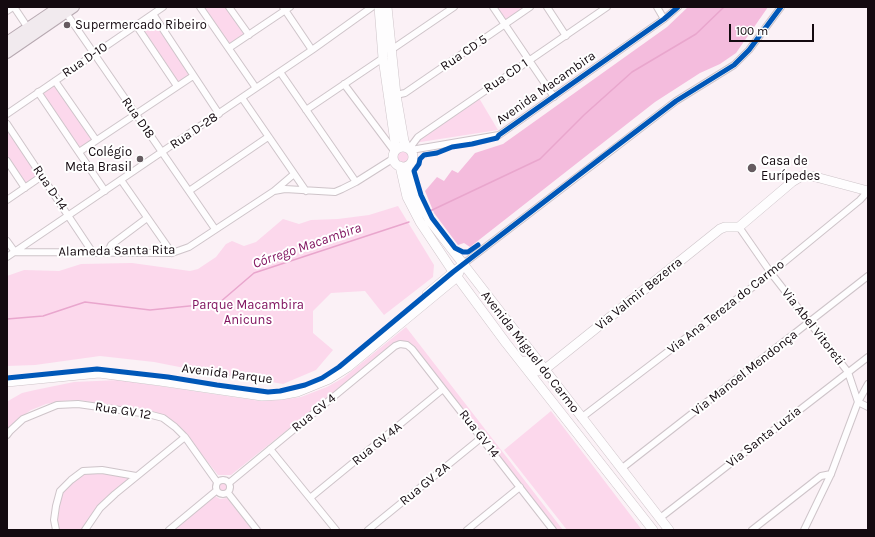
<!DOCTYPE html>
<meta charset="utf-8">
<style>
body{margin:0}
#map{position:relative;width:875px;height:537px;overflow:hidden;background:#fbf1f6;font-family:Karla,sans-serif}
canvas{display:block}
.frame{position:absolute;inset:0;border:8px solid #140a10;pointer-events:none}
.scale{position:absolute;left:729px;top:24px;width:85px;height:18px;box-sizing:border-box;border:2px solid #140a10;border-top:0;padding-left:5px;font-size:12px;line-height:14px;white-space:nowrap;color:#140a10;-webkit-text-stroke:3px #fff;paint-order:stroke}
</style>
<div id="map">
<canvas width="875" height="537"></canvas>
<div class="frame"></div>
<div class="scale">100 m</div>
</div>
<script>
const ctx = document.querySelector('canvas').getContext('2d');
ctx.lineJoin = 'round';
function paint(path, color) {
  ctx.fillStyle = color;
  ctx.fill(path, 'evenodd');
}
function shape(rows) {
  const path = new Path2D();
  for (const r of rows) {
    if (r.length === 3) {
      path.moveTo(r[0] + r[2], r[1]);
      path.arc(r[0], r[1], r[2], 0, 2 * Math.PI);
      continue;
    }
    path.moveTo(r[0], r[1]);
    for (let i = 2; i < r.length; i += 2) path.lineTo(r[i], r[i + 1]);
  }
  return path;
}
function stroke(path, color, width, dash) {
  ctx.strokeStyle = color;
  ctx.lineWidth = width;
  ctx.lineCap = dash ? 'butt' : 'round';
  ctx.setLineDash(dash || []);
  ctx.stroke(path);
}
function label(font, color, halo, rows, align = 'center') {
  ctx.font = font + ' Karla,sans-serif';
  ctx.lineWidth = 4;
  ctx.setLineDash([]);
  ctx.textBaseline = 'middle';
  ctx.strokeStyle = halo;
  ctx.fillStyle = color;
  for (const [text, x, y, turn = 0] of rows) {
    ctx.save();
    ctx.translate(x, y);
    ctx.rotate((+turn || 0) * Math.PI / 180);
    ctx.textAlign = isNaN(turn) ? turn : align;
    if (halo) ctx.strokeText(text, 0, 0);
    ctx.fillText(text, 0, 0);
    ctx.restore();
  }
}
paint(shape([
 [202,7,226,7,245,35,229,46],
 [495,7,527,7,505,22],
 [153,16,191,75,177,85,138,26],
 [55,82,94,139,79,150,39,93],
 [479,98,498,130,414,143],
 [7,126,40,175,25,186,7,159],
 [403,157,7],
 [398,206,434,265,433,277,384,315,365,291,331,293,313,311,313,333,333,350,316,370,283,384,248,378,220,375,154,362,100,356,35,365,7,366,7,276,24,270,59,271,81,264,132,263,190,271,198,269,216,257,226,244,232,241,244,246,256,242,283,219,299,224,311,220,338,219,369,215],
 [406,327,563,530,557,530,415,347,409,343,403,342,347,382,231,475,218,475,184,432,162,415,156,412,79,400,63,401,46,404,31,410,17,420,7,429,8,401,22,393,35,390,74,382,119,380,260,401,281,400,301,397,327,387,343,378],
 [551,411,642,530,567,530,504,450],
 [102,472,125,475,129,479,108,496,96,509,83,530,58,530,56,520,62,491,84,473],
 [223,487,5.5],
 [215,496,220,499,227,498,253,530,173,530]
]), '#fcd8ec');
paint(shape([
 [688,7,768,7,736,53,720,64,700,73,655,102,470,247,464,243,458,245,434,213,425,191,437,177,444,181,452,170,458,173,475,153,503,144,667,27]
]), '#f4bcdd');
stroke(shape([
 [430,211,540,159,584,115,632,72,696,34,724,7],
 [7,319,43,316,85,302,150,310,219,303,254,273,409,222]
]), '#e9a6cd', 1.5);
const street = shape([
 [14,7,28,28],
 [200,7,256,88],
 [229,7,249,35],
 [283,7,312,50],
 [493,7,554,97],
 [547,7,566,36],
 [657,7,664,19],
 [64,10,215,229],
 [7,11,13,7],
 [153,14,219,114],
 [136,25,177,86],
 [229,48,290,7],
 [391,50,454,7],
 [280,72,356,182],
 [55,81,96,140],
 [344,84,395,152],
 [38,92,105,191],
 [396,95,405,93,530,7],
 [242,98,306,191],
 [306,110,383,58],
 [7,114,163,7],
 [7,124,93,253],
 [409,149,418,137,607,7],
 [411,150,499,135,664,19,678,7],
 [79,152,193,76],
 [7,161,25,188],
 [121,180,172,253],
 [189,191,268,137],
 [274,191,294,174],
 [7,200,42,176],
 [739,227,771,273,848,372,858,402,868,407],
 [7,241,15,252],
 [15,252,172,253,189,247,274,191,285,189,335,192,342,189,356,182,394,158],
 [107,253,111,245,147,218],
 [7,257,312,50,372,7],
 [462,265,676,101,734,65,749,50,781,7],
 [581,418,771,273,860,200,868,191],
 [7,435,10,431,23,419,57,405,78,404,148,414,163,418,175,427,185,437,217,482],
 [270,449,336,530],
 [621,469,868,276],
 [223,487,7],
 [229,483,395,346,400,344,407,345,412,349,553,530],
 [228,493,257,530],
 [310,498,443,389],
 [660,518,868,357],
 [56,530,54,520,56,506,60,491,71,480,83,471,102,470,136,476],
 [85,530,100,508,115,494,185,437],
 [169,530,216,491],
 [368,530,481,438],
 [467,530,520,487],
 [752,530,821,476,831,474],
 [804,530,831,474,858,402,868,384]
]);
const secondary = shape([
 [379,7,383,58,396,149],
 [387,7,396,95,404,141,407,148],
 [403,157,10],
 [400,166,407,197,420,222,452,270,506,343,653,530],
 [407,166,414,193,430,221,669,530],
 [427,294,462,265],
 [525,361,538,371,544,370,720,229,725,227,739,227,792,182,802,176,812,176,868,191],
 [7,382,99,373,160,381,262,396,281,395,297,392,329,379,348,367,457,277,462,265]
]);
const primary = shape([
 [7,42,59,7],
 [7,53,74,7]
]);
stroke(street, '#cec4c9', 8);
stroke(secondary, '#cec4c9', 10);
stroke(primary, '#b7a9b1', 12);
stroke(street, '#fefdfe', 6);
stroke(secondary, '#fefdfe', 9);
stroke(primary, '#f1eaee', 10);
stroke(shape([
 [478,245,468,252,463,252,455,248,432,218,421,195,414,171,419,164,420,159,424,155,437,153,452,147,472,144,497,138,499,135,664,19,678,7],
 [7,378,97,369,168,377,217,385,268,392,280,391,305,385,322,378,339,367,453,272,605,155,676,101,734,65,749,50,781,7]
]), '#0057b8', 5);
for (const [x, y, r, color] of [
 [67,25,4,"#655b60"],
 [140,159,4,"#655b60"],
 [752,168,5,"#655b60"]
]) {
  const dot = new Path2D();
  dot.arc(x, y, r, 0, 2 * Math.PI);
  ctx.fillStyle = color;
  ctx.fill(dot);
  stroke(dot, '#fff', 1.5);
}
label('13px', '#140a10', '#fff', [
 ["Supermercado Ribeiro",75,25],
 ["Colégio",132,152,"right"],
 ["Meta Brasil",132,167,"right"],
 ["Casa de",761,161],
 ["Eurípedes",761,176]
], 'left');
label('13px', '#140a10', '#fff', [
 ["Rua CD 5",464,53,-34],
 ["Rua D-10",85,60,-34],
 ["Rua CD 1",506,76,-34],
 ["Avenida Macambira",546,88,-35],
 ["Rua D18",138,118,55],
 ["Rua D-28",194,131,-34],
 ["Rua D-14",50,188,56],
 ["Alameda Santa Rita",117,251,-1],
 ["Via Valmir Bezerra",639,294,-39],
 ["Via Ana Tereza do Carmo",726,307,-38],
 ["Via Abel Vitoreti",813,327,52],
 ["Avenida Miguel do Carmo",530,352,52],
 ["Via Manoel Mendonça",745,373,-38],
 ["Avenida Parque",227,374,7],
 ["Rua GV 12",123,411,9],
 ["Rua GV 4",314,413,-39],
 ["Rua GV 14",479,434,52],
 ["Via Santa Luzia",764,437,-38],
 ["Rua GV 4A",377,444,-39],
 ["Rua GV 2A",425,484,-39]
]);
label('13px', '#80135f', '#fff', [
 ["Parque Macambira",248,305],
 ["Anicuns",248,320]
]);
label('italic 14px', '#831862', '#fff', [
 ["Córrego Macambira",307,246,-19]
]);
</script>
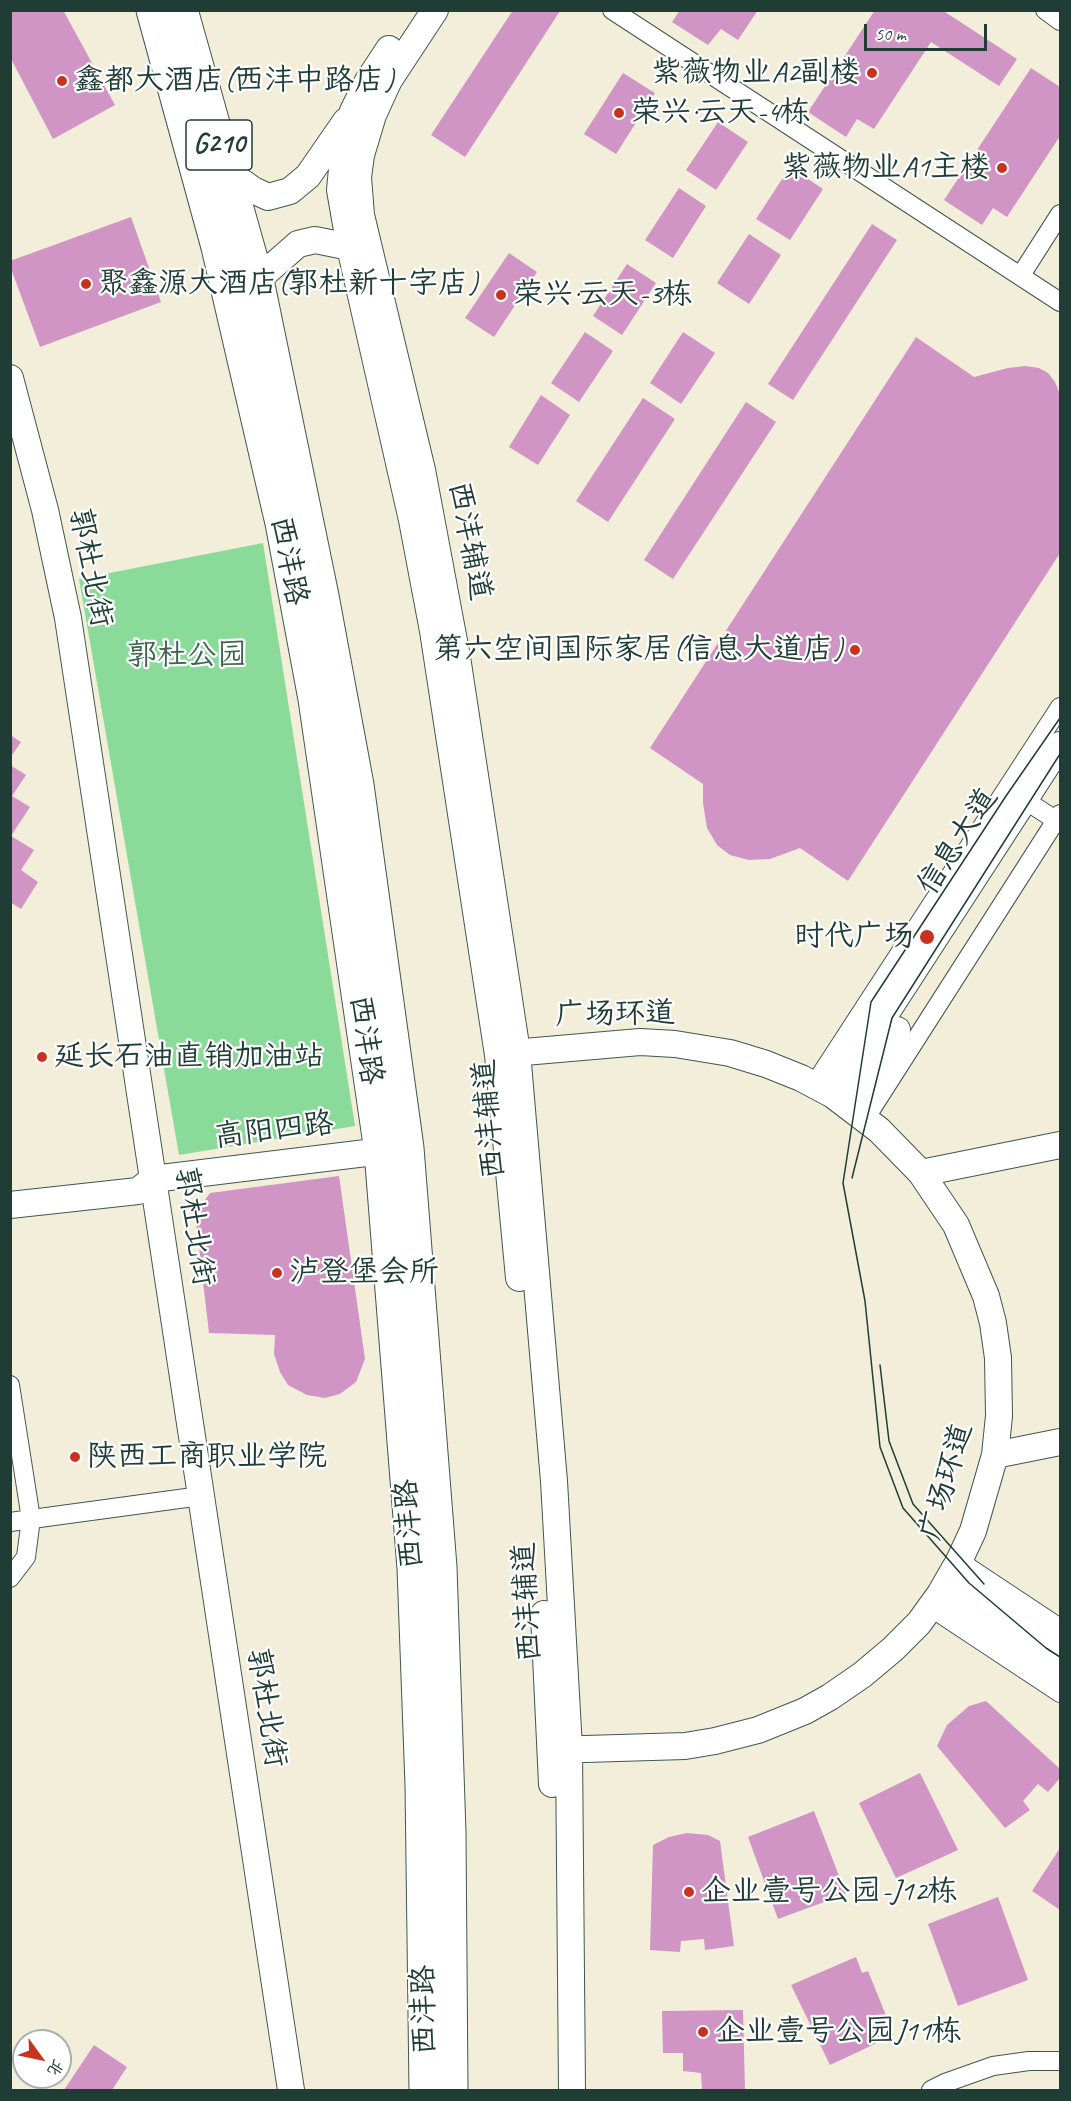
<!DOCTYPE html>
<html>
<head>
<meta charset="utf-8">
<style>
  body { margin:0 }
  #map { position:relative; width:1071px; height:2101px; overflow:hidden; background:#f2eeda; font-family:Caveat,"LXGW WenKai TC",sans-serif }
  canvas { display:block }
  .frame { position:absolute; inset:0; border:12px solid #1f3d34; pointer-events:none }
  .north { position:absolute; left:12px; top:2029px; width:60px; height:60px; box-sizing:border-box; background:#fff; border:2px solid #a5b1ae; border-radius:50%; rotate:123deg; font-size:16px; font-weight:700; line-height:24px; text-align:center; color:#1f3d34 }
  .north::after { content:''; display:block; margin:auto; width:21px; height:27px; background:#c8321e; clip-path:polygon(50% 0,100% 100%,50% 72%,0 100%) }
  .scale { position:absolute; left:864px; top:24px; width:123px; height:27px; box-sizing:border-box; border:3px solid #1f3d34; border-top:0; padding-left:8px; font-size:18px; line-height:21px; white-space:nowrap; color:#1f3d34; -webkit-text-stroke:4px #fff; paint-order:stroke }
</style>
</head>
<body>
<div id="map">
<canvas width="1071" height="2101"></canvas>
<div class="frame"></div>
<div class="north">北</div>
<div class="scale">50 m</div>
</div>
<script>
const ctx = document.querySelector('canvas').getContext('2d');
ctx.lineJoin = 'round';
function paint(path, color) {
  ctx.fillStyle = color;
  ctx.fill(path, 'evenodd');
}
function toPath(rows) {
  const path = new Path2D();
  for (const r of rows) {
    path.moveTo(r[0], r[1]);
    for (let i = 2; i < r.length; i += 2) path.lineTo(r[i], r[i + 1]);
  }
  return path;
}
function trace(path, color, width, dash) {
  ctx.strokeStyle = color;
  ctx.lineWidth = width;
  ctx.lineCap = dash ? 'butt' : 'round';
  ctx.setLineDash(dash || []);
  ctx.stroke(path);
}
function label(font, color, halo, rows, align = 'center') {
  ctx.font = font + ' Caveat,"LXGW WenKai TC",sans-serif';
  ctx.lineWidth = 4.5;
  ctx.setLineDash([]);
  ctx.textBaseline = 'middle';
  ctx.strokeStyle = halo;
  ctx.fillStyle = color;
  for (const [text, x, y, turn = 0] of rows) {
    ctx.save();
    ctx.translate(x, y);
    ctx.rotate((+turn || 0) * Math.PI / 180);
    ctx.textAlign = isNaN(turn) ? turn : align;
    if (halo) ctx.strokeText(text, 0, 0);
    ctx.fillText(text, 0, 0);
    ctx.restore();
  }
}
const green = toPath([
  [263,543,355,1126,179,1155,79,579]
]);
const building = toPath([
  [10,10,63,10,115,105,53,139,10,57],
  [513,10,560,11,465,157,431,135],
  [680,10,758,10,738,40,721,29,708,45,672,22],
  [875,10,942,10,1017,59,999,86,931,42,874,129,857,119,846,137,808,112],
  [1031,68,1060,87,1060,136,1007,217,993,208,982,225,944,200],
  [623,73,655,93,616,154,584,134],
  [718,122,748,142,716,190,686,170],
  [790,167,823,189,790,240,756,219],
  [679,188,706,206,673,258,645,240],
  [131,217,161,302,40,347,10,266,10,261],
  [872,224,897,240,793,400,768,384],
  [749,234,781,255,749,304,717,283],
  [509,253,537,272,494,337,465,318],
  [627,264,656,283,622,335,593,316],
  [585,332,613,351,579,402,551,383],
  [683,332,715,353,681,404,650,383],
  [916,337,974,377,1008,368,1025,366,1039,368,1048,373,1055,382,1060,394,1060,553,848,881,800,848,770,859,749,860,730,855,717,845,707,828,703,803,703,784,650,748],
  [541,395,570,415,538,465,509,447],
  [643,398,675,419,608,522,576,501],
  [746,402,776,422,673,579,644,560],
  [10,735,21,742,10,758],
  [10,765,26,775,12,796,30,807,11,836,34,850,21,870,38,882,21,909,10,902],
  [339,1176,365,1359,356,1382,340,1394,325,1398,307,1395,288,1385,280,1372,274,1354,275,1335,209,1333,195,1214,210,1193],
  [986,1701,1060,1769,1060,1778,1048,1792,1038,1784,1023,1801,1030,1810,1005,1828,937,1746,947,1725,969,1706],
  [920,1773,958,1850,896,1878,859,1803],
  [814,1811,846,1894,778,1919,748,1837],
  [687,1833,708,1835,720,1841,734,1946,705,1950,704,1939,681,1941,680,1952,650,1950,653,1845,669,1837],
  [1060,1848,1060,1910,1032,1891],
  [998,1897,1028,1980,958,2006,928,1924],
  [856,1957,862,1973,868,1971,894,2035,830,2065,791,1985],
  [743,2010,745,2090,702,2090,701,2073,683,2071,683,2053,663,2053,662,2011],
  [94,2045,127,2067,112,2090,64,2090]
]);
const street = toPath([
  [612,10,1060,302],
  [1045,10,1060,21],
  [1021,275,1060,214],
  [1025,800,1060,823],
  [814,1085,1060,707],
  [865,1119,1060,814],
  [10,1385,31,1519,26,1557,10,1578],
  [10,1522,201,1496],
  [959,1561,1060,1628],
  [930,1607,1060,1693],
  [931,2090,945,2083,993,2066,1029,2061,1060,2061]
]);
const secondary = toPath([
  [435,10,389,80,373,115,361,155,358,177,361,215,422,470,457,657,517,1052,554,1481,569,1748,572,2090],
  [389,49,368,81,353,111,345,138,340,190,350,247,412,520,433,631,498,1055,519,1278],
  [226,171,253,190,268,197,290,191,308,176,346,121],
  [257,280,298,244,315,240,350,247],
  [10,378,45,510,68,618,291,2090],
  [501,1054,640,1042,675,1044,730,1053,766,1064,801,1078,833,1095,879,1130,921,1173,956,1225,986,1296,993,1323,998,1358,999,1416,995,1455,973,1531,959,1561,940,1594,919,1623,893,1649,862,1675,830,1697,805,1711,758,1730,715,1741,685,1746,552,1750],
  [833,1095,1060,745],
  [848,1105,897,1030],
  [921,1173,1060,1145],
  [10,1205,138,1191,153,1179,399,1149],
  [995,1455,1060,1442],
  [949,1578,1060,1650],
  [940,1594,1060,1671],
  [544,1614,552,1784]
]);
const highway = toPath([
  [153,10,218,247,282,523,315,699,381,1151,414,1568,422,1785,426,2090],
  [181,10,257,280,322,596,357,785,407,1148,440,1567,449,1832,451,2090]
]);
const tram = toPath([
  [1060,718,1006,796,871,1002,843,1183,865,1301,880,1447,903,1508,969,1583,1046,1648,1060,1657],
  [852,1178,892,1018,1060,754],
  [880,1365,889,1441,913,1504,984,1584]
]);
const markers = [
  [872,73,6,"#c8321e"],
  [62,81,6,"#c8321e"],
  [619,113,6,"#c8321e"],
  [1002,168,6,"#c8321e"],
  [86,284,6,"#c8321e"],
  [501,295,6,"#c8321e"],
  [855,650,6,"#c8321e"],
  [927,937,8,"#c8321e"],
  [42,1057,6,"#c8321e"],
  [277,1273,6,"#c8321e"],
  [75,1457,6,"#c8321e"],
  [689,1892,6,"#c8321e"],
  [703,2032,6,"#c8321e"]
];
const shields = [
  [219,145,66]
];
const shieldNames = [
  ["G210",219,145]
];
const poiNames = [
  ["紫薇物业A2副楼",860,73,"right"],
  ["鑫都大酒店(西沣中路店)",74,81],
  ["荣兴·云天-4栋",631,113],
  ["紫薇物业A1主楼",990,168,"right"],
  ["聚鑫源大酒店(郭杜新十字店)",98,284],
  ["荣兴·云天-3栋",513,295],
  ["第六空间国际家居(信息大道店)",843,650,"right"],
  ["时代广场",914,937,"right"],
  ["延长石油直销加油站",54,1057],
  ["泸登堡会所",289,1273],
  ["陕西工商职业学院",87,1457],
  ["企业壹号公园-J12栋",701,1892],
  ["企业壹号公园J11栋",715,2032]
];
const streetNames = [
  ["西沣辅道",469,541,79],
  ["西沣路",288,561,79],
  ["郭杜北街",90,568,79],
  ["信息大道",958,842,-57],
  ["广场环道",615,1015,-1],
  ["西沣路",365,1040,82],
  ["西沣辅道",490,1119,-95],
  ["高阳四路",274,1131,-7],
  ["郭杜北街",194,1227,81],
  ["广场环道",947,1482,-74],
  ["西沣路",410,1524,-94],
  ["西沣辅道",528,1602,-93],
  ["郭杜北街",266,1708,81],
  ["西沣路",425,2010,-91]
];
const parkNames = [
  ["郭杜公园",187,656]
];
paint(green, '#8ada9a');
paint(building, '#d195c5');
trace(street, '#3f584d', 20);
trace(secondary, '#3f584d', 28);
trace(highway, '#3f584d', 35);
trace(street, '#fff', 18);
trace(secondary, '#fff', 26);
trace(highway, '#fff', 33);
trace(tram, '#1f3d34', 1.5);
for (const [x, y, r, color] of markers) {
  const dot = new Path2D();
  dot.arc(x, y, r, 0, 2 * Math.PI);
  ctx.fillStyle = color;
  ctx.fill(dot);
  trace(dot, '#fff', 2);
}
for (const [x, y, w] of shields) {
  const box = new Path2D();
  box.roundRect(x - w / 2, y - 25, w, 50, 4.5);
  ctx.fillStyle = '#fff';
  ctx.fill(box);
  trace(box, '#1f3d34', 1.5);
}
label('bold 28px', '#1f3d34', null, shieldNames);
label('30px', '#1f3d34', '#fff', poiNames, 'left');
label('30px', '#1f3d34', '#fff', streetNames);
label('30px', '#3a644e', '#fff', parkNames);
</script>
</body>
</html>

EXERCISE DETAILS: Pull out each line of the entries that contains "html".

YOUR RESPONSE:
<!DOCTYPE html>
<!DOCTYPE html>
<html>
</html>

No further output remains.